Start your seeds in planting trays, planting two seeds per cell at a depth of a ½ inch. Water well, cover and place under lights or set the tray in a warm spot in the house. Seeds should begin to germinate in 8 - 10 days.
Once sprouted remove the lid and keep the tray in a warm sunny location. Keep an eye on the soil and do not allow it to dry out, as cucumbers require a lot of water!
The transplants should not be moved outdoors until the soil is warm and all chances of frost have passed. Make sure to harden off the seedlings as well, as they will not be accustomed to wind, varying weather changes, and cool nights!
Any plants that are started early in the season indoors need a period of hardening off before being transplanted to the garden.
To harden off indoor started cucumbers place the plants outdoors in a semi shaded and wind protected area. Leave them outside for a few hours, extending their time outside an extra hour everyday. At the end of the second week, weather permitting and if all chances of frost gone they can be safely planted outdoors.
If you have a cold frame, place the transplants in the frame until it is warm enough to move into the garden.
Cucumbers do best in full sun so select a spot where they will receive at least 6 hours of sunshine a day. English cucumbers can be grown in raised beds as well as in traditional in-ground gardens.
Work the soil well adding amendments like peat moss, compost and sand if the soil is compact. Sand loosens the soil and creates better drainage. Compost helps feed the plants through the early part of the season. Cucumber seeds germinate best when the soil is warm, do not plant too early in the season.
Sow seeds ½ inch deep spacing them 6 - 8 inches apart with rows 24 inches apart.
For transplants gently remove the seedling from the planting cell being careful to not disturb the roots. Set them into the ground leaving 6 - 8 inches of spacing between plants.
Cucumbers can be grown in containers but there are a few things to keep in mind for success.
Container size is very important. You should use a large planter that is minimum 24 inches deep and 20 inches in diameter. Make sure it has sufficient drainage holes.
Use a lightweight garden soil with added pearlite or peat moss. Do not use soil from your garden, it will become compact and the plants will not be healthy and growth will stall.
Trellising the plants should be considered to avoid the vines from becoming tangled. Put the supports in place before planting seeds or transplants.
And most important is keeping the plants watered well to avoid them from drying out. If you are planning to be away for large parts of the summer, it might not be advisable to grow in containers. Check the soil moisture daily, in hot weather you will need to water more often.
Supporting Your English Cucumbers
English Cucumbers do best when allowed to grow vertically. If left to grow on the ground the cucumbers will become misshapen and risk rotting on the soil.
Fencing can be made using chicken wire or garden netting and landscape pegs.
For a chicken wire or netting trellis, place the fencing material a half inch away from the row where the cucumbers will be planted. Support the fencing with meter long landscaping pegs. As the vines grow you can assist them by guiding them towards the fence.
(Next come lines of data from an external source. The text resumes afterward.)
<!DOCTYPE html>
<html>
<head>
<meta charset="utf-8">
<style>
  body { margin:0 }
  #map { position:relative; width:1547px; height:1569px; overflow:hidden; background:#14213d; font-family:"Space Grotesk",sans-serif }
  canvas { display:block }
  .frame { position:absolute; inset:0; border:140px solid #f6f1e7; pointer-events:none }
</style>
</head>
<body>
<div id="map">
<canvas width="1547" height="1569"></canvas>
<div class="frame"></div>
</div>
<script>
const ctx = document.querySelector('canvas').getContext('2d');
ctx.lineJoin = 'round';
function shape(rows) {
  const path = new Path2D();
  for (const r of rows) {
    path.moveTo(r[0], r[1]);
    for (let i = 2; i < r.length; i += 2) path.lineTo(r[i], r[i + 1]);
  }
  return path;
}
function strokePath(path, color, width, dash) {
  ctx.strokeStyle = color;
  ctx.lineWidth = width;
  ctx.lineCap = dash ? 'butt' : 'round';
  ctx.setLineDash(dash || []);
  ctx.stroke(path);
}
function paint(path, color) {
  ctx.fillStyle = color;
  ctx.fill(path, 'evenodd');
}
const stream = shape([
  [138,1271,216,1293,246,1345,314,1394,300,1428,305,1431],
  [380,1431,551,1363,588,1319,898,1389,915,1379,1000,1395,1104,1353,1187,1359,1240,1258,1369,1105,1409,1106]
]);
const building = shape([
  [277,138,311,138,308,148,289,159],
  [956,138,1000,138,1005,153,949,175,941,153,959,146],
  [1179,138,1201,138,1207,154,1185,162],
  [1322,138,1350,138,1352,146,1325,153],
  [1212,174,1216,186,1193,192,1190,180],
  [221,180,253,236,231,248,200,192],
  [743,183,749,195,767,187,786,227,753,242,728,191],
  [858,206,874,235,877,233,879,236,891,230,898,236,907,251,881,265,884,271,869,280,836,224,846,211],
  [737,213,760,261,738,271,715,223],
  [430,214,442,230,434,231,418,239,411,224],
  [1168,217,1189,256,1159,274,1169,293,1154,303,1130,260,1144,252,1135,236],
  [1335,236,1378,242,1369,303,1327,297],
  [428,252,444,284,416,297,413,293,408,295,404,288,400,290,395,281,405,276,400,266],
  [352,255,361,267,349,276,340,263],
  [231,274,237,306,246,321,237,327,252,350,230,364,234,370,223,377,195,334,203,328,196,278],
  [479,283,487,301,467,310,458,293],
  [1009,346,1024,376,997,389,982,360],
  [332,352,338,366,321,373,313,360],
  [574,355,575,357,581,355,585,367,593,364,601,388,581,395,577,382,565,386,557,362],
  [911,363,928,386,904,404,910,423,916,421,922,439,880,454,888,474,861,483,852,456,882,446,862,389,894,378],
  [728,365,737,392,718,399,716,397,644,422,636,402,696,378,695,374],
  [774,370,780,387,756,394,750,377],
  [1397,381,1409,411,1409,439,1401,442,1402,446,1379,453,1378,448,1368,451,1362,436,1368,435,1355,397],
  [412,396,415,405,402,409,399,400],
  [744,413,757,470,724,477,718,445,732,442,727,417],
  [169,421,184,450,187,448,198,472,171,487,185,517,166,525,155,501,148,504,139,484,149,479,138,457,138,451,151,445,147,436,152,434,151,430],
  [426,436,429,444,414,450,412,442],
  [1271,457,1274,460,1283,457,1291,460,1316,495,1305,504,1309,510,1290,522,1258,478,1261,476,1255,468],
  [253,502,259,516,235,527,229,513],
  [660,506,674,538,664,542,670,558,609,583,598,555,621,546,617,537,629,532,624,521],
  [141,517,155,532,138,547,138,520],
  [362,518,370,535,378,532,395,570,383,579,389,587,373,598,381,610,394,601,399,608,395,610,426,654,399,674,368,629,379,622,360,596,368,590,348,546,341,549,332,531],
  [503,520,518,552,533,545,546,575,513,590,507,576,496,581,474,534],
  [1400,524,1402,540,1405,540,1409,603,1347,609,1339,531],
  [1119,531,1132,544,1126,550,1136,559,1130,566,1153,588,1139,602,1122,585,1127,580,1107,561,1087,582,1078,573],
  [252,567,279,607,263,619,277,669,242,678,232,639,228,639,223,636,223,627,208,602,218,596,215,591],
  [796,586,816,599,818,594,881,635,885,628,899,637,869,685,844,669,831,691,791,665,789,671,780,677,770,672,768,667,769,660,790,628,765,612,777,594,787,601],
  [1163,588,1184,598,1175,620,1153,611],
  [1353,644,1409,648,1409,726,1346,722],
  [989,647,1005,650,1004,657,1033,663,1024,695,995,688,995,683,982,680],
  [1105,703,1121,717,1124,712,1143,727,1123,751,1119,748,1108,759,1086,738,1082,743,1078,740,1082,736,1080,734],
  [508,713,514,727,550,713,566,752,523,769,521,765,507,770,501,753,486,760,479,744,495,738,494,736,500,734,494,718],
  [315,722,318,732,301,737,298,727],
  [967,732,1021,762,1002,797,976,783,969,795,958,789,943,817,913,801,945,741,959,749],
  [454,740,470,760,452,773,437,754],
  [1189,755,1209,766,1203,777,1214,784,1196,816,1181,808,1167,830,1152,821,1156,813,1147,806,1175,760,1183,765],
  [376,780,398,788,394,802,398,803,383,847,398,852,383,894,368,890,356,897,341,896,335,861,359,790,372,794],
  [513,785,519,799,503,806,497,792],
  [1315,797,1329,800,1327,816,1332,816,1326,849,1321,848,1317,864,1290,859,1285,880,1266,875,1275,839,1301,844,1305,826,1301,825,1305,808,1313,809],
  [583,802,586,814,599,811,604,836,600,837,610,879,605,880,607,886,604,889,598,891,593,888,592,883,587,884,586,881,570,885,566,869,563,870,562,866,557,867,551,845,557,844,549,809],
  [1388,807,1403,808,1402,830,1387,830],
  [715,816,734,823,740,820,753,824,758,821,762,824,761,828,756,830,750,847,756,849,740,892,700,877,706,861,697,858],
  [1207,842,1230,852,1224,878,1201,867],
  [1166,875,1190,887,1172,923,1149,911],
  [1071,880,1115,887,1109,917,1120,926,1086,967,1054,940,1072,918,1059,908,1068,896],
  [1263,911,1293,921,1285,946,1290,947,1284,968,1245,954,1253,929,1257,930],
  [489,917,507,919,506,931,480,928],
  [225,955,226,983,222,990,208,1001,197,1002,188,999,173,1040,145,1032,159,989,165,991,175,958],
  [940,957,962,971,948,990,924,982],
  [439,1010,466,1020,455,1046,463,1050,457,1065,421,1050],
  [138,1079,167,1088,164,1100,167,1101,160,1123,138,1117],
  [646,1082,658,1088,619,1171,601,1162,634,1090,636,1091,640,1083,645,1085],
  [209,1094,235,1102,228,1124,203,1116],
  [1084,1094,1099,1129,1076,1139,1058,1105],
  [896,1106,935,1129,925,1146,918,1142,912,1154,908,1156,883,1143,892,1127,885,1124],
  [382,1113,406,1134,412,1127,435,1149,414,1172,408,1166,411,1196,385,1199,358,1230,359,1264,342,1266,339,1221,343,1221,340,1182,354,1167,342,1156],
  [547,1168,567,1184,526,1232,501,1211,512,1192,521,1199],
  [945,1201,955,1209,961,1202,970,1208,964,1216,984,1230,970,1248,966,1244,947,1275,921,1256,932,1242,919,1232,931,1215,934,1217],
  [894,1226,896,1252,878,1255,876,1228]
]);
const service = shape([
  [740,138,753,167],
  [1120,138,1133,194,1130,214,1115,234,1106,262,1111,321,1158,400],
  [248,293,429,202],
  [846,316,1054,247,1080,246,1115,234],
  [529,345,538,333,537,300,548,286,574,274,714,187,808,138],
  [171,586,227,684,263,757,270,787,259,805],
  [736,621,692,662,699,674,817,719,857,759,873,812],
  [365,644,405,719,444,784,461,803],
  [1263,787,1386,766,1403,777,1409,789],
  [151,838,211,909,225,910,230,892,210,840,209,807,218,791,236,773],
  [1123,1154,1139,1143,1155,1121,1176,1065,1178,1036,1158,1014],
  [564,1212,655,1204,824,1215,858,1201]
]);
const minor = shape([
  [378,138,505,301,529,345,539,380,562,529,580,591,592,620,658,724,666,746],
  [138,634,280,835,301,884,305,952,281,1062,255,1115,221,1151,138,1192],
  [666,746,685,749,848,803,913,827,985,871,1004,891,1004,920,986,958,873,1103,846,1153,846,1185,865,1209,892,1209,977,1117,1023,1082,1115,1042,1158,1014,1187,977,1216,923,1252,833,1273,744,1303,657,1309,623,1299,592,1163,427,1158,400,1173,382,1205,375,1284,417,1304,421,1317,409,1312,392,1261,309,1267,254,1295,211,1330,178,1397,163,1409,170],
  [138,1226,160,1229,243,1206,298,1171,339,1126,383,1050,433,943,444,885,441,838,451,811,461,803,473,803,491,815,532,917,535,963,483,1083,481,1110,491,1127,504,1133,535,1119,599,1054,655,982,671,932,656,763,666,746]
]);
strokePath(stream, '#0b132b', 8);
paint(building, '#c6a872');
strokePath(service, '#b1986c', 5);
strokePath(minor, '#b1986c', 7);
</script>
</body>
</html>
No chicken wire or netting, no problem. Use any sort of structure that the tendrils of the plants can cling to and climb on. Long twigs, old lattice or even bamboo poles will work.
English Cucumbers have a very shallow root system take care when weeding near the plants to not disturb the roots. If you practice mulching, mulch the plants as soon as they are an inch tall. This helps retain moisture and slows down weed growth.
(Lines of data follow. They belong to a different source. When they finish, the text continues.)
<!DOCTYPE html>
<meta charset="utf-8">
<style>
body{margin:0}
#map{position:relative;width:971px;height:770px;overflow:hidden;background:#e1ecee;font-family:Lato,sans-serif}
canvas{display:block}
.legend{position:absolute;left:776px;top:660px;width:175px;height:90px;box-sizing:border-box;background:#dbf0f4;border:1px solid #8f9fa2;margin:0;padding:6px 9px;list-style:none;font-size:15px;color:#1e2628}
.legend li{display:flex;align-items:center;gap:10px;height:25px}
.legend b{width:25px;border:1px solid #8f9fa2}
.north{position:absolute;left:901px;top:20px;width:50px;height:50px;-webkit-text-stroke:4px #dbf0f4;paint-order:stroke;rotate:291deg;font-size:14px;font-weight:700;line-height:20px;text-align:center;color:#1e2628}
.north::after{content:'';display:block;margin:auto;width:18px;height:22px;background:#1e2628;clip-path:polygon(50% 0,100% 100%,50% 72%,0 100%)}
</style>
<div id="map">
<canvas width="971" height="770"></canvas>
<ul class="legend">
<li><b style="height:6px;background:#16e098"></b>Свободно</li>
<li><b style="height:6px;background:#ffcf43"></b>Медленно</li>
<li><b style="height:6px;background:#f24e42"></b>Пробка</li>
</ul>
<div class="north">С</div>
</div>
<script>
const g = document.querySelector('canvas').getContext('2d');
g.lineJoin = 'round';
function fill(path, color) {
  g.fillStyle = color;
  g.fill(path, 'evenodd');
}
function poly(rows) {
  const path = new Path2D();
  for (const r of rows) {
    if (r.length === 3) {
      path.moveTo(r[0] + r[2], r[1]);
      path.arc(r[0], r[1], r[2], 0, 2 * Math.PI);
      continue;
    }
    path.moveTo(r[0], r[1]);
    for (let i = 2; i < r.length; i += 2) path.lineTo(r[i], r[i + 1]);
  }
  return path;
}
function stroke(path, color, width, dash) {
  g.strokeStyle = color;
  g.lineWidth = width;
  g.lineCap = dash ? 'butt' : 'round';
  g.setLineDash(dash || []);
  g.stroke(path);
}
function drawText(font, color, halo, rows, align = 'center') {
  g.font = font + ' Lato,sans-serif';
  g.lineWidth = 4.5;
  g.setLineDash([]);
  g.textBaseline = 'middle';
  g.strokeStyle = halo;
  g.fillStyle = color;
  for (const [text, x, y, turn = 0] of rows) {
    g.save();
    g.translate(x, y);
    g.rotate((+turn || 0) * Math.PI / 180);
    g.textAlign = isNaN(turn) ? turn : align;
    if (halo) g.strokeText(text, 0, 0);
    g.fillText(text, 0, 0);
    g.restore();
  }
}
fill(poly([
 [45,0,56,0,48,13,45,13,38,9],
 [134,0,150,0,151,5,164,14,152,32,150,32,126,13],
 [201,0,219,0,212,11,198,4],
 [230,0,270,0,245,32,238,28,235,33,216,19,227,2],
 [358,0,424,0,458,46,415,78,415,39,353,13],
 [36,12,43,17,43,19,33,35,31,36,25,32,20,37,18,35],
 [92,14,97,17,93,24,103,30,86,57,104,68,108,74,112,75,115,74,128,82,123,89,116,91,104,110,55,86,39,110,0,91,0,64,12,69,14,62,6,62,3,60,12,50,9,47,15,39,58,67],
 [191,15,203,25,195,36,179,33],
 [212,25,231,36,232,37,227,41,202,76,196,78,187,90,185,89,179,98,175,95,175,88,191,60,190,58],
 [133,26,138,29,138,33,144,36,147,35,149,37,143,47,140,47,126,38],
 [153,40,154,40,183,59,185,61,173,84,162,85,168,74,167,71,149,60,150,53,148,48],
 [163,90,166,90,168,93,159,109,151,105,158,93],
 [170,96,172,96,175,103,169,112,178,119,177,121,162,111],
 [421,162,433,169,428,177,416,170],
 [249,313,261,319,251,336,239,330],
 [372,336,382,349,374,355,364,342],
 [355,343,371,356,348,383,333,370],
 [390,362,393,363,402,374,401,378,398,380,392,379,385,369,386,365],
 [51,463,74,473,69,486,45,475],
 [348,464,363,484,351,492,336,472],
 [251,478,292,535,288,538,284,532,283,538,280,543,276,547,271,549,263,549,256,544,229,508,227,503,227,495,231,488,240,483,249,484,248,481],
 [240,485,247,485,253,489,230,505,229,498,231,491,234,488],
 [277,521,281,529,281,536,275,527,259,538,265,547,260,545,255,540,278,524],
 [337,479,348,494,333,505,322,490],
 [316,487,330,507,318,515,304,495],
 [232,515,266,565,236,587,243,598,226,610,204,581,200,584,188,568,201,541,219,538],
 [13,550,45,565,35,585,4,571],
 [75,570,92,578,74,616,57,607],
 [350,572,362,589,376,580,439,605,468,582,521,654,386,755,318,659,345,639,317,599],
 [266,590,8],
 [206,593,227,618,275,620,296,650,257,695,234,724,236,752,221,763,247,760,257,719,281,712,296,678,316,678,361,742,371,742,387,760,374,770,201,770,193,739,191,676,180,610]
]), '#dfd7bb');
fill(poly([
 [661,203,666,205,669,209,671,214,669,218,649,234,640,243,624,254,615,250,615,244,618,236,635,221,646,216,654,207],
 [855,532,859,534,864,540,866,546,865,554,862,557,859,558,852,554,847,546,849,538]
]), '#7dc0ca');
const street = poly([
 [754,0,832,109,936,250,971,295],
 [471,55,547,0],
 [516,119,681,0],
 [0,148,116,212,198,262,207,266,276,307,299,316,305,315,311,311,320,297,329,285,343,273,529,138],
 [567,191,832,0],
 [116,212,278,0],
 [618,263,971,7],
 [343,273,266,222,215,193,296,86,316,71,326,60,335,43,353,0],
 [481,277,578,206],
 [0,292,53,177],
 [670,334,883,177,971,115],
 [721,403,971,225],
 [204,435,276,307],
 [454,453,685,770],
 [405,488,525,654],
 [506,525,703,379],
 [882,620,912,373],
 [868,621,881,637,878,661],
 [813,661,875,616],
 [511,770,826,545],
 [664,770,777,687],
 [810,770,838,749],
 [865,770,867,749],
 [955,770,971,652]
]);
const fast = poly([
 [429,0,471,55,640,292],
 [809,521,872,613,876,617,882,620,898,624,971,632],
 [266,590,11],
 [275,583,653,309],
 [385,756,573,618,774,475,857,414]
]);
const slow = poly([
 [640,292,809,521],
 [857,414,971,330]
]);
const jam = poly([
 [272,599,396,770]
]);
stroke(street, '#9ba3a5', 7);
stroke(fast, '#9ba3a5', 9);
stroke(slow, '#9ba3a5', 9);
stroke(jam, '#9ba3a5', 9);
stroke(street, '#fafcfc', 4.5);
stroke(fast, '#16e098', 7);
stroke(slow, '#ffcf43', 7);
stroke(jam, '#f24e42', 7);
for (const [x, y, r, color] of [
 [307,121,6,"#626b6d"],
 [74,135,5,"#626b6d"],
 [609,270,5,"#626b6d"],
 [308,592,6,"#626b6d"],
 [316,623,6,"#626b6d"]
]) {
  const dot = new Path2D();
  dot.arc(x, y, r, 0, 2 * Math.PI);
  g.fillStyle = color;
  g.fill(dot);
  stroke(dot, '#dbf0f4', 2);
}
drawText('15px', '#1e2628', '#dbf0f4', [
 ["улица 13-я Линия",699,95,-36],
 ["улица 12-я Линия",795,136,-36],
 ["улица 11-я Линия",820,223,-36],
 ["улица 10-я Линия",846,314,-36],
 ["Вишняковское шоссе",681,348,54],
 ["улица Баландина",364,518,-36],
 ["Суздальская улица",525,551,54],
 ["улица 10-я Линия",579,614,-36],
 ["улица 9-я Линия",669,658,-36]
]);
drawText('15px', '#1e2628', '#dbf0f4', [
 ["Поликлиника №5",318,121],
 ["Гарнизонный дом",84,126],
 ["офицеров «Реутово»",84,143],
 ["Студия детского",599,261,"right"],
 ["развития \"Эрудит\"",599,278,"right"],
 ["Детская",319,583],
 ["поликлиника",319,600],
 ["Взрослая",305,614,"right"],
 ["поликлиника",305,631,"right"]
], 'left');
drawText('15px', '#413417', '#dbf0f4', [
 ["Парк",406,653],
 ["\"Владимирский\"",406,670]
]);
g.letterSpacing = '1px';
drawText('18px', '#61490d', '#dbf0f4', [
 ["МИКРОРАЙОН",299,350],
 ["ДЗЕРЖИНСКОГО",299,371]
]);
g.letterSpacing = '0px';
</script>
Throughout the season assist any plants onto the supports by gently weaving the leaves and stems through the support. Extra support for the vines will be required once the plants start to grow cucumbers.
There are a few options when it comes to supporting vines. There are clips that are specifically designed to be used in the garden. They also make rolls of green twist tie or velcro which is designed to be used as support in the garden that works well.
They are available in garden centers though recently most dollar stores now have beautifully stocked garden supply rows worth checking out.
Harvesting the cucumbers throughout the season will result in a larger harvest. You can start harvesting as early as 10 weeks after moving transplant into the garden.
To harvest, use scissors or a sharp knife to cut the stem of the cucumber. Pulling on the plant will result in damage and may harm the plant or pull the roots from the soil. You can harvest cucumbers up until the first frost.
The best storage practices for cucumbers is to store them in a dark cooler spot in the pantry. Cucumbers should not be stored in the fridge. They can suffer chilling injuries and will actual decay faster. The cold also converts the sugars making for a less flavourable cucumber.
English Cucumbers can be stored in a dark cool spot for up to 2 weeks.
If you must store your English Cucumbers in cold storage, select a spot close to the front of the refrigerator. The higher shelves are best as they are warmer than near the bottom. Try to eat within 5 days.
Preserving Excess Cucumbers with Recipes
While English cucumbers are not ideal for pickling, they can easily be quick pickled if you have an excess of cucumbers and don't want them to go to waste.
If all else fails, neighbors always appreciate free produce if you grew more then you can consume!